Experts: Officers likely won’t be charged despite recording

Associated Press

SAN FRANCISCO — A dashboard camera recording of two California police officers discussing hitting a suspect armed with a knife with their police car before appearing to try to run him down does not make it more likely that they will face criminal charges in the fatal shooting of the man that ended the encounter, legal experts said Tuesday.

The officers may have reasonably feared for their lives or public safety, justifying any decision to use their vehicle to hit the man, said Philip Stinson, an associate professor in the criminal justice program at Bowling Green State University in Ohio.

“If you and I mowed somebody over, prosecutors would start with the assumption it was murder or manslaughter and work back from there,” he said. “With a police officer, the assumption they start with is, ‘Was this a justified use of deadly force?’”

Prosecutors will have to evaluate the use of the police car and subsequent shooting to determine whether force was justified in each case, he said.

Sacramento police have said Joseph Mann was waving a knife in the air and doing karate moves in the street just before officers responded. On police 911 recordings, callers said Mann also had a gun in his waistband and appeared to be mentally ill.

The officers can be heard on the recording saying, “I’m gonna hit him” and “OK, go for it” before appearing to drive their cruiser twice at Mann, who managed to scramble out of its way both times. The officers then stopped the cruiser, got out and pursued Mann on foot, and shot him 14 times.

Police found a knife but no gun after Mann was killed.

An attorney for Mann’s family, John Burris, said the officers who shot Mann, John Tennis and Randy Lozoya, acted like “big game hunters closing in on an animal.” Mann’s family wants prosecutors to charge the officers with murder.

Efforts to reach Tennis and Lozoya were not successful.

“It’s ugly, but it’s not necessarily illegal,” Jonathan Blanks, a researcher at the Cato Institute who studies police prosecutions, said about the attempt to use the police vehicle to stop Mann. “At the heat of the moment, you’re angered, your adrenaline’s going up, if you think this guy is a danger you’re not going to necessarily go in there with kid gloves.”

Blanks pointed to a case in Arizona last year in which a police officer rammed an armed suspect who police say had embarked on a daylong crime spree before stealing a rifle and shooting it in the air near businesses. The encounter was also captured on a dashboard camera.

An internal review by the Marana Police Department just north of Tucson found that Officer Michael Rapiejko acted swiftly and correctly, and prosecutors declined to charge him.

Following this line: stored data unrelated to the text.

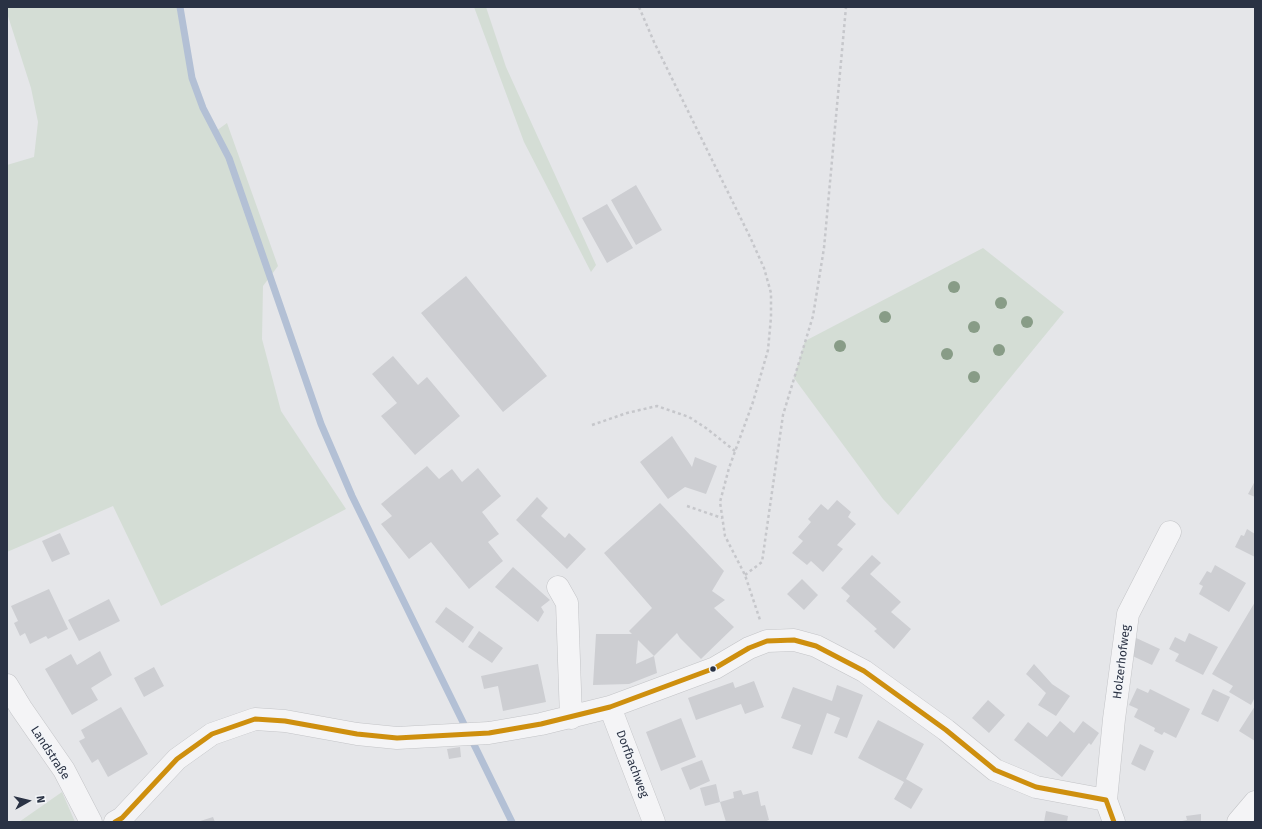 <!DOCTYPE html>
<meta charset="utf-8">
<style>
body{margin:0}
#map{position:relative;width:1262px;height:829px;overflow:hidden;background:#e5e6e9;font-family:"Fira Sans",sans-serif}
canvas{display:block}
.frame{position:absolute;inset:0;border:8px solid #2a3244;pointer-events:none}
.north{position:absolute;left:8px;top:781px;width:40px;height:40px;-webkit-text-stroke:3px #f3f5f8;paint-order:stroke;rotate:82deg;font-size:11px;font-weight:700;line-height:16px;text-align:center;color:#2a3244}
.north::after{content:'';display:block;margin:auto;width:14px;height:18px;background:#2a3244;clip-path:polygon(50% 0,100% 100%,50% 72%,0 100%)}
</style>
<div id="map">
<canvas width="1262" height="829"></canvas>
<div class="frame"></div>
<div class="north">N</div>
</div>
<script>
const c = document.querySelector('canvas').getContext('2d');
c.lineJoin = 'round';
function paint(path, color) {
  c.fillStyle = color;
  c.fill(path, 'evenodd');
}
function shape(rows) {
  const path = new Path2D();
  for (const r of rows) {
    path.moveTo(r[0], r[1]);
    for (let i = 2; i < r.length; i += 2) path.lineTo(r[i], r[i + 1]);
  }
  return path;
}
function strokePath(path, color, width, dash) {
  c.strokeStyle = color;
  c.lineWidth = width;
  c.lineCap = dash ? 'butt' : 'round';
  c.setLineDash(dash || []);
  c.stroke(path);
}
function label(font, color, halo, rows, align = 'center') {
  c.font = font + ' "Fira Sans",sans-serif';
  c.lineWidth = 4;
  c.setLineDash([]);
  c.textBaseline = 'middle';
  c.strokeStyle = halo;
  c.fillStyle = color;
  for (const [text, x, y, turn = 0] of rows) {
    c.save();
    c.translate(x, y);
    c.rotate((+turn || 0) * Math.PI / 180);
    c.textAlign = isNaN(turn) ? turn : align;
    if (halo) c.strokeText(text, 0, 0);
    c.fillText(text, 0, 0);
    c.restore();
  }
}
const green = shape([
 [7,7,180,7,192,78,198,95,216,131,227,123,278,266,263,286,262,339,281,411,346,509,161,606,113,506,7,552,7,165,34,157,38,122,31,88,7,13],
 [474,7,486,7,506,67,596,265,591,272,524,142],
 [983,248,1064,312,898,515,883,499,794,378,805,341],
 [62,792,75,822,19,822]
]);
const stream = shape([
 [180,7,192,78,203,108,229,158,321,424,352,496,512,822]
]);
const building = shape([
 [636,185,662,230,636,245,611,200],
 [607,204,633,248,607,263,582,218],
 [466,276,547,376,503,412,421,313],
 [393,356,418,385,427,377,460,416,415,455,381,416,397,403,372,374],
 [672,436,692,467,695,457,717,466,706,494,685,487,668,499,640,462],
 [427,466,439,479,452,469,462,482,478,468,501,496,482,512,499,534,488,542,503,561,469,589,431,542,409,559,381,524,392,516,381,504],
 [1255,481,1255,497,1248,494],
 [537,497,548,508,541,516,565,538,569,533,586,549,567,569,516,520],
 [837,500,851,512,848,517,856,524,837,545,843,549,823,572,811,561,807,565,792,553,803,541,798,537,811,522,808,519,821,504,828,510],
 [660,503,724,571,712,591,725,600,714,608,734,627,701,659,680,638,677,633,654,656,638,640,636,664,654,656,657,673,629,684,593,685,596,634,632,634,629,631,652,608,604,553],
 [1247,529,1255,534,1255,557,1235,547,1241,535,1244,536],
 [60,533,70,554,52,562,42,541],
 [872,555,881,563,870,574,901,602,891,612,911,629,894,649,874,631,877,629,846,601,850,596,841,588],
 [1215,565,1246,583,1229,612,1199,594,1203,586,1199,584,1207,571,1211,573],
 [513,567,550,600,541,607,544,612,538,622,495,587],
 [802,579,818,595,804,610,787,594],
 [49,589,68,629,48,639,46,636,30,644,25,633,20,636,14,623,18,621,11,606],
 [109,599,120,621,79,641,68,620],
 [1255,602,1255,697,1251,705,1229,692,1233,686,1212,674],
 [446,607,474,627,463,643,435,622],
 [479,631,503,648,492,663,468,647],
 [1189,633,1218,647,1203,675,1175,661,1179,654,1169,649,1175,637,1185,642],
 [1134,637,1160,649,1152,665,1126,653],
 [100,651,112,675,91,688,98,700,72,715,45,669,71,654,77,665],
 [538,664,546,702,503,711,498,686,484,689,481,676],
 [1034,664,1052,684,1070,696,1056,716,1038,705,1046,693,1026,674],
 [154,667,164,686,144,697,134,678],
 [754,681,764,707,745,714,741,704,696,720,688,698,733,682,735,688],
 [837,685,863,695,847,738,834,733,840,718,827,713,812,755,792,748,801,725,781,718,793,687,832,701],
 [1137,688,1148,693,1150,689,1190,709,1176,738,1164,732,1162,735,1154,731,1155,728,1134,717,1138,709,1129,705],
 [1213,689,1230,697,1218,722,1201,714],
 [988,700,1005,715,989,733,972,718],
 [1255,706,1255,741,1239,731],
 [121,707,148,754,108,777,98,759,92,763,79,741,85,738,81,730],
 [681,718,696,757,661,771,646,732],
 [878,720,924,744,906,779,923,789,911,809,894,799,904,782,858,758],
 [1060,721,1074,733,1083,721,1099,733,1091,745,1089,743,1062,777,1014,740,1028,722,1047,737],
 [1140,744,1154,751,1145,771,1131,764],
 [460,747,461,757,449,759,447,749],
 [702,760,710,781,690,790,681,768],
 [716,784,720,802,705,806,700,788],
 [741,790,743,795,758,791,761,806,765,805,769,820,764,822,726,822,720,802,734,798,733,792],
 [1046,811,1068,816,1067,822,1044,822],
 [1201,814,1201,822,1177,822,1187,820,1186,816],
 [213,817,215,822,197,822]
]);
const path = shape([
 [639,7,654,42,750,237,764,268,771,293,771,317,768,350,753,402,729,468,720,502,725,536,745,575,760,620],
 [592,425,627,413,657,406,689,417,706,428,735,451],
 [687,506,722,518],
 [745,575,762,562,783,415,813,316,824,248,846,7]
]);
const minor = shape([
 [558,587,567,603,571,718],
 [7,685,21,708,64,770,91,822],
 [610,707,654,822],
 [1106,800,1114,719,1128,614,1170,532],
 [115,822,122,818,177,759,212,734,255,719,285,721,357,734,397,738,489,733,541,724,610,707,715,668,749,648,767,641,794,640,816,646,864,671,946,730,995,770,1036,787,1106,800,1114,822],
 [1238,822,1255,802]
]);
const bus1 = shape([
 [115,822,122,818,177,759,212,734,255,719,285,721,357,734,397,738,489,733,541,724,610,707,715,668,749,648,767,641,794,640,816,646,864,671,946,730,995,770,1036,787,1106,800,1114,822]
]);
const trees = [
 [954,287],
 [1001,303],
 [885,317],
 [1027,322],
 [974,327],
 [840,346],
 [999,350],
 [947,354],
 [974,377]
];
const markers = [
 [713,669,3.5,"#2a3244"]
];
const streetNames = [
 ["Holzerhofweg",1122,662,-83],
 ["Landstraße",50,753,57],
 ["Dorfbachweg",632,764,69]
];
paint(green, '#d4ddd5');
strokePath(stream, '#b3c0d5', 7);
paint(building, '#cdced2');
strokePath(minor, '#c3c4c7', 23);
strokePath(path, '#c6c7cb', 2.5, [3, 3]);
strokePath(minor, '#f4f4f6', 22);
strokePath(bus1, '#ce8f0e', 5);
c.fillStyle = '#889c87';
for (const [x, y] of trees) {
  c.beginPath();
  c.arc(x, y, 6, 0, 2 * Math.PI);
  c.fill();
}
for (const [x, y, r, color] of markers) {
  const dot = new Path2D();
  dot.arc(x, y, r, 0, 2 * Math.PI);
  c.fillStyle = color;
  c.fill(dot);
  strokePath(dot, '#f3f5f8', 1.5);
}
label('12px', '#2a3244', '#f3f5f8', streetNames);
</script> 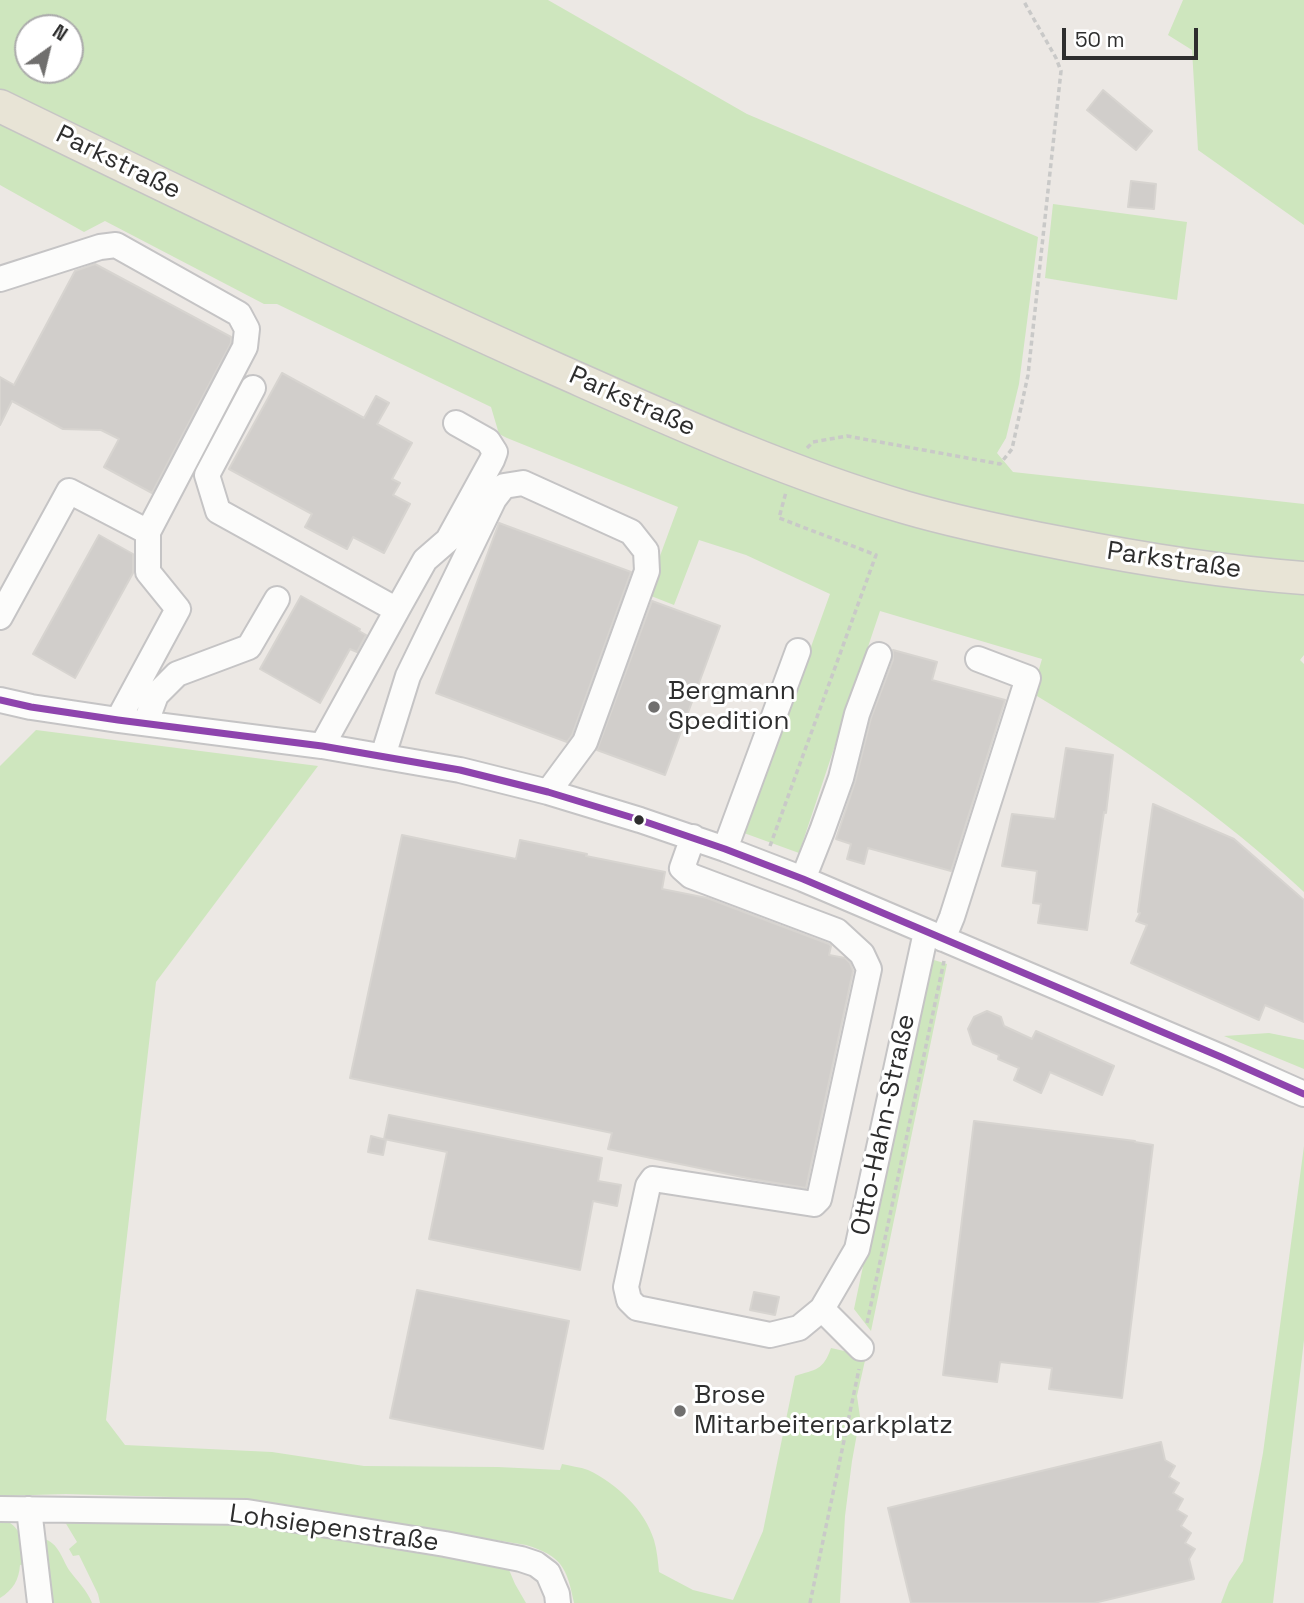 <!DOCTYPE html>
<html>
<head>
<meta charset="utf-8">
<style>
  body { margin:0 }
  #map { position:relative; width:1304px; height:1603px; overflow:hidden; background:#ece8e4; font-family:"Space Grotesk",sans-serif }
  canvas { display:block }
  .north { position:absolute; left:14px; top:14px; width:70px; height:70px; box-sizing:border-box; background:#fff; border:2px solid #ababab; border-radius:50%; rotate:34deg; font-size:19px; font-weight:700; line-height:28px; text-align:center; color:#2e2e2e }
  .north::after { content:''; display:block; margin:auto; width:24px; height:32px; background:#706f6e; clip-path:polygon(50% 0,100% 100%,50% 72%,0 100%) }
  .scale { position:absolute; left:1062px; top:28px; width:136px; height:32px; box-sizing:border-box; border:4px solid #2e2e2e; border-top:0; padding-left:9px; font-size:21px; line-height:24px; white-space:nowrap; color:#2e2e2e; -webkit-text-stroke:5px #fff; paint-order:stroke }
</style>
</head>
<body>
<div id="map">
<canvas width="1304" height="1603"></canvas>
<div class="north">N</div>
<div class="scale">50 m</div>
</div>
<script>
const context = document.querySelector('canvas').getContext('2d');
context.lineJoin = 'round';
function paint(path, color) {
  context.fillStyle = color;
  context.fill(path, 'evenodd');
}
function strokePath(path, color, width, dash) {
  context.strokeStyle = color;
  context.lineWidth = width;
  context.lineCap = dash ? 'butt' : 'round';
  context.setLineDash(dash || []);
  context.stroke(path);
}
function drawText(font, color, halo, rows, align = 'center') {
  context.font = font + ' "Space Grotesk",sans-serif';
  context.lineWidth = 6;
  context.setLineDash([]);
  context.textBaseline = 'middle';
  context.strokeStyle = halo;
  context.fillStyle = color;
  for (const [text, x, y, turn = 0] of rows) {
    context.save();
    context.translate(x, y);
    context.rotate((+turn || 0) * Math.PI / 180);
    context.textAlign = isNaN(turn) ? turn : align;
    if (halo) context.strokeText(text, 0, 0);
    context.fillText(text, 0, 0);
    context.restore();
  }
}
paint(new Path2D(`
  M 0,0 L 548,0 L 747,114 L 1038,237 L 1019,384 L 1006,438 L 997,453 L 1013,472 L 1304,504 L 1304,655 L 1300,660 L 1304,664 L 1304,892 C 1222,815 1129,751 1032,693 L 1042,659 L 880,611 L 799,853 L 744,833 L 830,594 L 746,555 L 699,540 L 674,605 L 646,594 L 678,507 L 507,438 L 499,434 L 491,407 L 277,304 L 264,304 L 105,221 L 84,232 L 0,185 ZM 28,28 L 70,28 L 70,70 L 28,70 Z
  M 1183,0 L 1304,0 L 1304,225 L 1198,150 L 1192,50 L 1168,35 Z
  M 1053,204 L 1187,222 L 1177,300 L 1045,278 Z
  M 36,730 L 318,766 L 156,982 L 106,1420 L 125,1445 L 272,1452 L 364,1466 L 498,1467 L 560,1470 L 562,1464 C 570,1466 580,1467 588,1470 C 616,1483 645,1510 654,1540 C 657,1550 658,1562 659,1572 L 693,1590 L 733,1600 L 763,1531 L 795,1376 C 816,1369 823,1371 831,1348 L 866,1356 L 857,1396 L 860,1417 L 852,1461 L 845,1516 L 840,1603 L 574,1603 C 567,1568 562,1556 526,1545 L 242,1499 L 66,1494 L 0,1496 L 0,766 Z
  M 934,960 L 947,964 L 871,1331 L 854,1309 L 926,967 Z
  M 1269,1033 L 1304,1040 L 1304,1069 L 1224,1036 Z
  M 1304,1146 L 1304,1340 L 1273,1603 L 1221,1603 L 1229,1582 L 1243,1561 L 1263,1453 Z
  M 62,1517 L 253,1520 L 507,1565 L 515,1584 L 526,1603 L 100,1603 L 98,1594 L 79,1555 L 73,1556 L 69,1549 L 77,1542 Z
  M 0,1518 C 22,1525 24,1544 27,1564 L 20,1565 C 19,1580 13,1590 0,1598 Z
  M 39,1538 C 58,1540 61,1557 69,1570 C 77,1581 87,1590 92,1603 L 52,1603 Z`), '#cee6be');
const building = new Path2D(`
  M 1103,90 L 1152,131 L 1136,150 L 1087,110 Z
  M 1131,181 L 1156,184 L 1154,209 L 1128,207 Z
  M 95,264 L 231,337 L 231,343 L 152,493 L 104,467 L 119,439 L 101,430 L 63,429 L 12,401 L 0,425 L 0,377 L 14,385 L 75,271 Z
  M 282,373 L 364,418 L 376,396 L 389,403 L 377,424 L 412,443 L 392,479 L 400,483 L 393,495 L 410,504 L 384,553 L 353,537 L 347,549 L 305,527 L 312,514 L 229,469 Z
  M 499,523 L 631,572 L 572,735 L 567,742 L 436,693 Z
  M 99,535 L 133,554 L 133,573 L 75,678 L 33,654 Z
  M 301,596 L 360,629 L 359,631 L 366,635 L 357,652 L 350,649 L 320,703 L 260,669 Z
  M 652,601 L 720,626 L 665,775 L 597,750 Z
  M 893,650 L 937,662 L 932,680 L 1005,700 L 951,871 L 868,848 L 864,864 L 847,859 L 851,844 L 836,839 L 855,782 L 871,718 L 893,660 Z
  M 1066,748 L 1113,755 L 1106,813 L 1104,812 L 1087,930 L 1038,923 L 1041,904 L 1033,903 L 1037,871 L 1002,866 L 1012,814 L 1055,819 Z
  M 1153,804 L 1234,839 L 1304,900 L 1304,1022 L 1265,1005 L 1259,1020 L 1131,963 L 1147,925 L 1136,921 L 1140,913 L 1138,912 Z
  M 402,835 L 516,859 L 520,840 L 587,854 L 586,856 L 665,872 L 662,889 L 707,898 L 829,944 L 831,946 L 829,955 L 845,958 L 850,963 L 853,971 L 806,1188 L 752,1179 L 608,1149 L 612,1133 L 350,1078 Z
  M 987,1011 L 1001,1017 L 1004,1026 L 1032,1039 L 1036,1031 L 1114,1066 L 1102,1095 L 1050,1072 L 1041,1093 L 1014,1080 L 1019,1068 L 998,1059 L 999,1055 L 973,1044 L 968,1029 L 974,1017 Z
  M 389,1115 L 602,1158 L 598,1181 L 621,1185 L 617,1206 L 593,1201 L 580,1270 L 429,1239 L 447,1152 L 384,1139 Z
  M 974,1121 L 1135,1141 L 1135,1142 L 1153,1145 L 1122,1398 L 1049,1389 L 1052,1368 L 1000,1362 L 997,1382 L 943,1375 Z
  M 371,1136 L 386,1140 L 383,1155 L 368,1152 Z
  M 417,1290 L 569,1321 L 543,1449 L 390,1418 Z
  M 754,1292 L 779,1297 L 775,1315 L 750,1310 Z
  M 1161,1442 L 1165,1460 L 1175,1466 L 1169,1477 L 1179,1483 L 1173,1493 L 1183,1499 L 1177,1510 L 1187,1516 L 1181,1526 L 1191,1533 L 1185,1543 L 1195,1549 L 1189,1559 L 1194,1579 L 1094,1603 L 911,1603 L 888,1508 Z`);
paint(building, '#d1cecb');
strokePath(building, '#d7d4d0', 2);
const minor = new Path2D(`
  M 0,279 L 100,247 L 116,245 L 239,314 L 247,329 L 245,347 L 148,532
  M 253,388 L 207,475 L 218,511 L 397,610 L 322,746
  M 397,610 L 425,560 L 448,540 L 492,460 L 495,452 L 488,441 L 456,423
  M 0,617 L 69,491 L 148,532 L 148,572 L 178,609 L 118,720
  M 0,700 L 31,707 L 118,720 L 322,746 L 460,770 L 548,792 L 640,820 L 725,849 L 803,879 L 1221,1057 L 1304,1094
  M 146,722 L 156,695 L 177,674 L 249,647 L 277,599
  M 383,756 L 408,676 L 494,499 L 504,486 L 523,483 L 631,532 L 646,551 L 647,571 L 585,742 L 548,792
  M 693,837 L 682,868 L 691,876 L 837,931 L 862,954 L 869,969 L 819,1199 L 814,1204 L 653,1179 L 648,1186 L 626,1287 L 629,1300 L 637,1308 L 770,1335 L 799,1328 L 822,1309 L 857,1249 L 926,932
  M 725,849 L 798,651
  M 803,879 L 822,831 L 841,778 L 857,714 L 879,655
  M 943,939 L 952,917 L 1028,678 L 978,659
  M 822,1309 L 861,1348
  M 0,1509 L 247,1512 L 445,1544 L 521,1559 L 536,1564 L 548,1573 L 557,1594 L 558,1603
  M 29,1509 L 40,1603`);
const major = new Path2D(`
  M 0,106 C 185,196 370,286 558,370 C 671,420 785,472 904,507 C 955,522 1009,533 1061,543 C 1141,559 1222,572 1304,578`);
strokePath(minor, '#c5c4c5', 28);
strokePath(major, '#c6c5c4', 35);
strokePath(new Path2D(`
  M 807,448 L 813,442 L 847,436 L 1000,464 L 1012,449 L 1028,375 L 1061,71 L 1056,58 L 1023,0
  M 770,846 L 876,555 L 779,518 L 786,492
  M 867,1323 L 944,961
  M 810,1603 L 859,1369`), '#c9c9c8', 3.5, [5, 3.5]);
strokePath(minor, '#fcfcfb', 24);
strokePath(major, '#e8e4d6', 32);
strokePath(new Path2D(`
  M 0,700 L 31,707 L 118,720 L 322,746 L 460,770 L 548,792 L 640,820 L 725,849 L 803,879 L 1221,1057 L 1304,1094`), '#8e44ad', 7);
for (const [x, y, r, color] of [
  [654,707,7,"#706f6e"],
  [639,820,6,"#2e2e2e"],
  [680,1411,7,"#706f6e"]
]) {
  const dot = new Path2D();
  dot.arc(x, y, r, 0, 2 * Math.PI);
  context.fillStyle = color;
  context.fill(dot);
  strokePath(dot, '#fff', 2.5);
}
drawText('26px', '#2e2e2e', '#fff', [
  ["Parkstraße",118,163,26],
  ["Parkstraße",632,402,24],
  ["Parkstraße",1174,561,8],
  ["Otto-Hahn-Straße",884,1125,-78],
  ["Lohsiepenstraße",334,1529,8]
]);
drawText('26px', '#2e2e2e', '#fff', [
  ["Bergmann",668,692],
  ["Spedition",668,722],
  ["Brose",694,1396],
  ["Mitarbeiterparkplatz",694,1426]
], 'left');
</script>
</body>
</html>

Prosecutors rarely file charges against police officers in part because legal rulings have given police leeway in the use of lethal force, Blanks said.

Prosecutors may also be reluctant to file charges because they work as colleagues with police and need the department to help make their cases, said Jody Armour, a criminal law professor at the University of Southern California Gould School of Law.

When prosecutors do file charges, officers are rarely convicted.

“Police officers have a hero’s halo in the minds of many Americans,” Armour said.

In the Sacramento case, the officers could plausibly argue they thought the suspect had a gun, so they used their vehicles to protect themselves and the public, Armour said.

“By making a claim that is somewhat plausible, it may be enough for it to be exculpatory,” he said.